Segment Start: ENTRIES PROVIDED

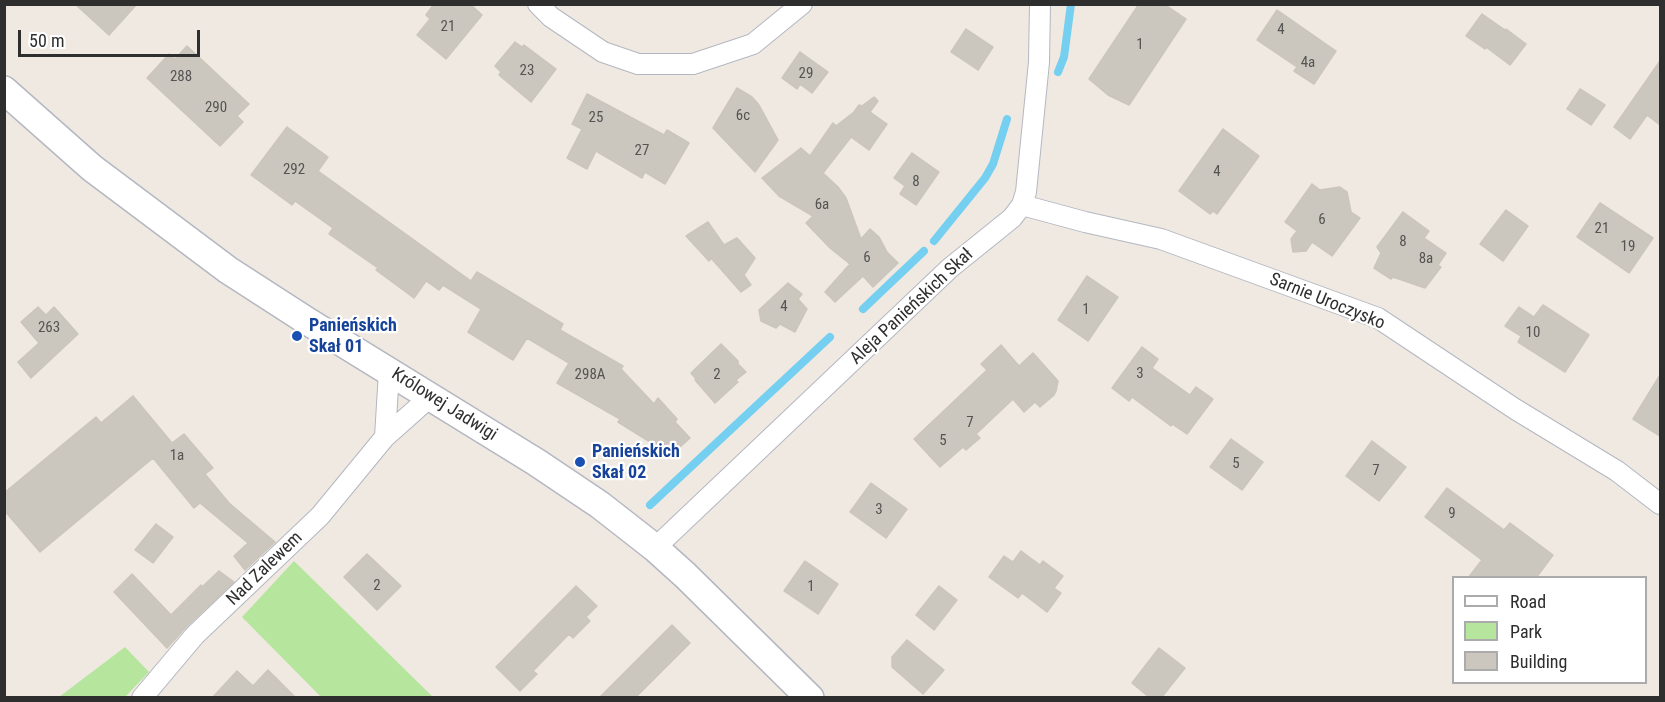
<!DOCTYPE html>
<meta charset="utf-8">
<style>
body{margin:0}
#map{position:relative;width:1665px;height:702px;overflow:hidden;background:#efe9e1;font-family:"Roboto Condensed",sans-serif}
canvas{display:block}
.frame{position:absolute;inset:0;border:6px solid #2e2e2e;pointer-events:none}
.legend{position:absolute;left:1452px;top:576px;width:195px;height:108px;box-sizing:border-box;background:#fff;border:2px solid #ababab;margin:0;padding:8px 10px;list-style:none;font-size:18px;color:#2e2e2e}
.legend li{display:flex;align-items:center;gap:12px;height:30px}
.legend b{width:30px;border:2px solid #ababab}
.scale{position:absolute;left:18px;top:30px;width:182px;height:27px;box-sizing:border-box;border:3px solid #2e2e2e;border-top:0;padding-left:8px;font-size:18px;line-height:21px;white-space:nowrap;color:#2e2e2e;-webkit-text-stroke:4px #fff;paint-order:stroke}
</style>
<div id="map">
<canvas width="1665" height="702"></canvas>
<div class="frame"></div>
<ul class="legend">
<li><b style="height:8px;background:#fff"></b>Road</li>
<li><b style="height:16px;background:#b6e59e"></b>Park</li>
<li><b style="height:16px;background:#cbc7bf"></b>Building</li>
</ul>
<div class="scale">50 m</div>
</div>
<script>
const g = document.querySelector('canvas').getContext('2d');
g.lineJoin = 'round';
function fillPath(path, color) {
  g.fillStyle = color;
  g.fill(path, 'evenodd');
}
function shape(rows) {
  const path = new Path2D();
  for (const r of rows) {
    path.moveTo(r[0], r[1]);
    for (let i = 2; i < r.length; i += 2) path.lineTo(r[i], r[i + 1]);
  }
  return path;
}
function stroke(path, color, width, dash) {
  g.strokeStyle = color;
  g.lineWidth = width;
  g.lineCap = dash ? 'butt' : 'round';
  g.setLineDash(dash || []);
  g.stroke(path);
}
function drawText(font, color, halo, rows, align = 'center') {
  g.font = font + ' "Roboto Condensed",sans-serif';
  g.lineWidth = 4.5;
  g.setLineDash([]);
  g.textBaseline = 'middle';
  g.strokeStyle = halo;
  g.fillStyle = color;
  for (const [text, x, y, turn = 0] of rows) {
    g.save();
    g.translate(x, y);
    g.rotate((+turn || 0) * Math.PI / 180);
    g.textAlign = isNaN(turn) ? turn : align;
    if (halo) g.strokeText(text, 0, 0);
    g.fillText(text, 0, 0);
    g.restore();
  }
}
const green = shape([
 [294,561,433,697,321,697,242,617],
 [125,647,149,672,125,697,59,697]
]);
const stream = shape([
 [1058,72,1064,57,1071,4],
 [934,241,985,178,993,164,1007,119],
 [863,309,924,251],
 [650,505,830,337]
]);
const building = shape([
 [75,4,137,4,109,35,75,4],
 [434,4,470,4,482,15,446,59,417,35,430,19,426,15,434,4],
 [1139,4,1164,4,1186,19,1129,105,1108,95,1089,79,1139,4],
 [1277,10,1336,51,1314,84,1294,71,1297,67,1257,40,1277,10],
 [1482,14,1505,30,1506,29,1526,44,1510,65,1486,47,1485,49,1466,36,1482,14],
 [966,29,993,47,978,70,951,52,966,29],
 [515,42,522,47,524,45,556,69,531,102,499,75,501,72,495,66,515,42],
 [187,46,249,104,237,116,243,122,220,146,147,78,169,54,175,59,187,46],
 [800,52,828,72,812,93,800,84,797,89,782,78,800,52],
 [1660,61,1660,125,1647,115,1630,139,1614,127,1660,61],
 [737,88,752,97,759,105,778,140,755,172,713,128,737,88],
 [1580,89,1605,105,1591,125,1567,109,1580,89],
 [587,94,664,135,667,130,689,143,665,184,645,172,642,178,596,151,587,169,567,158,582,129,572,124,587,94],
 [874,97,878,101,870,112,887,124,869,150,851,137,823,173,838,187,846,198,861,239,870,229,879,237,887,252,898,263,873,287,863,276,835,302,825,292,850,264,830,248,806,223,813,216,779,196,762,178,801,148,810,156,833,123,836,126,854,112,859,105,862,106,874,97],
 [287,127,328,157,318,171,471,281,477,272,563,324,560,330,623,366,621,369,654,404,658,398,677,419,675,422,690,438,671,455,618,422,620,419,557,383,569,363,527,338,513,360,468,332,481,309,443,285,439,290,426,281,414,298,376,270,378,268,329,234,333,228,295,201,292,205,251,175,287,127],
 [1223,129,1259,156,1217,214,1213,211,1210,214,1179,191,1223,129],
 [912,153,939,172,916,205,900,194,905,186,894,178,912,153],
 [1312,184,1320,190,1340,187,1347,192,1351,212,1360,218,1332,256,1312,242,1306,251,1293,252,1291,239,1297,231,1285,222,1312,184],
 [1600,203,1653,238,1629,273,1577,237,1600,203],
 [1506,210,1528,226,1503,261,1480,244,1506,210],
 [1403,212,1429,231,1424,238,1446,253,1438,265,1441,267,1425,288,1393,277,1391,279,1374,268,1381,253,1377,247,1403,212],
 [708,222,724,245,737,238,755,258,744,275,751,285,741,292,711,258,709,261,686,236,708,222],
 [1087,276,1118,297,1088,341,1058,320,1087,276],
 [788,283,802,294,798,299,807,309,795,332,780,324,776,328,761,321,759,310,788,283],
 [1543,305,1589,335,1565,372,1518,342,1521,336,1505,326,1519,307,1534,317,1543,305],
 [38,307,46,315,54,307,78,334,31,378,18,362,39,343,21,322,38,307],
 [721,344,738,361,738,364,746,372,736,380,738,382,715,403,695,380,696,379,691,373,721,344],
 [1001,345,1019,366,1033,353,1058,381,1056,391,1054,395,1040,407,1035,402,1024,412,1013,399,976,434,980,438,966,450,963,447,940,467,914,439,987,370,981,364,1001,345],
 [1142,347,1158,359,1152,368,1190,395,1196,387,1213,399,1187,434,1172,424,1171,426,1132,397,1129,401,1112,388,1142,347],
 [1660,375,1660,436,1633,419,1660,375],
 [133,396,172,443,184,434,213,468,205,474,229,503,275,542,245,570,234,556,248,543,200,503,194,508,153,458,40,552,4,510,4,493,96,417,101,423,133,396],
 [1231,439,1263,462,1242,490,1210,467,1231,439],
 [1372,441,1406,467,1379,501,1346,476,1372,441],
 [871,483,907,509,886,538,850,512,871,483],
 [1447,488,1504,530,1510,523,1553,555,1536,578,1468,578,1482,560,1425,517,1447,488],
 [156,524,173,537,153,563,135,550,156,524],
 [1021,551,1040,565,1043,561,1063,576,1054,588,1061,593,1047,612,1022,593,1018,598,989,577,1004,556,1013,562,1021,551],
 [367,554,401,586,377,610,344,577,367,554],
 [805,561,838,584,818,614,784,591,805,561],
 [219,571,234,582,187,626,167,648,114,592,132,574,171,615,201,585,202,587,219,571],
 [576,586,597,606,586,617,590,621,573,638,569,634,533,671,537,674,520,691,496,667,576,586],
 [939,586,957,600,934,630,916,615,939,586],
 [672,625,690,643,635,698,599,698,672,625],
 [907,640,944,670,923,694,892,667,892,657,907,640],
 [1159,648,1185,668,1161,698,1150,698,1132,683,1159,648],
 [268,670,296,698,212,698,237,671,253,686,268,670]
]);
const street = shape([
 [538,4,551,17,603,52,638,64,693,64,753,44,802,4],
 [1022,205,1085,222,1161,239,1378,318,1515,409,1617,471,1660,504],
 [385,437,389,371],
 [655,548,950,268,1012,218,1022,205,1026,192,1039,62,1040,4],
 [142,698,195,635,320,516,385,437,431,396]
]);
const secondary = shape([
 [4,90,92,168,228,270,307,321,536,462,600,505,655,548,685,575,810,698]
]);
const markers = [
 [297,336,6,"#1a4fb4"],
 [580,462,6,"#1a4fb4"]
];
const numberNames = [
 ["21",448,27],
 ["4",1281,30],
 ["1",1140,45],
 ["4a",1308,63],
 ["23",527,71],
 ["29",806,74],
 ["288",181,77],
 ["290",216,108],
 ["6c",743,116],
 ["25",596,118],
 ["27",642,151],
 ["292",294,170],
 ["4",1217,172],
 ["8",916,182],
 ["6a",822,205],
 ["6",1322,220],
 ["21",1602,229],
 ["8",1403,242],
 ["19",1628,247],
 ["6",867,258],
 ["8a",1426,259],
 ["4",784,307],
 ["1",1086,310],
 ["263",49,328],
 ["10",1533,333],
 ["3",1140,374],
 ["298A",590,375],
 ["2",717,375],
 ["7",970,423],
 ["5",943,441],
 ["1a",177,456],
 ["5",1236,464],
 ["7",1376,471],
 ["3",879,510],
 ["9",1452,514],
 ["2",377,586],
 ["1",811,587]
];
const streetNames = [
 ["Sarnie Uroczysko",1327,302,22],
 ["Aleja Panieńskich Skał",912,307,-43],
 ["Królowej Jadwigi",444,405,32],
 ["Nad Zalewem",265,569,-44]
];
const transitNames = [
 ["Panieńskich",309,326],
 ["Skał 01",309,347],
 ["Panieńskich",592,452],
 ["Skał 02",592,473]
];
fillPath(green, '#b6e59e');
stroke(stream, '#75cff0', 8);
fillPath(building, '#cbc7bf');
stroke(building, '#cbc5ba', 1.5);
stroke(street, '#b4b7c1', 22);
stroke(secondary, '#b4b7c1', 30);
stroke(street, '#fff', 20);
stroke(secondary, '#fff', 27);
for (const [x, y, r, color] of markers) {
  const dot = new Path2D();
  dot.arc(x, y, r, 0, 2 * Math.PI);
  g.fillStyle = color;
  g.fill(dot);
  stroke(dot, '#fff', 2);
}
drawText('15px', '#555452', null, numberNames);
drawText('18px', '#2e2e2e', '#fff', streetNames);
drawText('bold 18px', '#164399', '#fff', transitNames, 'left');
</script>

Segment End: ENTRIES PROVIDED

### TASK STATEMENT
For each line above that contains the word "center", copy that line.

### REPLY TO THE EXERCISE
.legend li{display:flex;align-items:center;gap:12px;height:30px}
function drawText(font, color, halo, rows, align = 'center') {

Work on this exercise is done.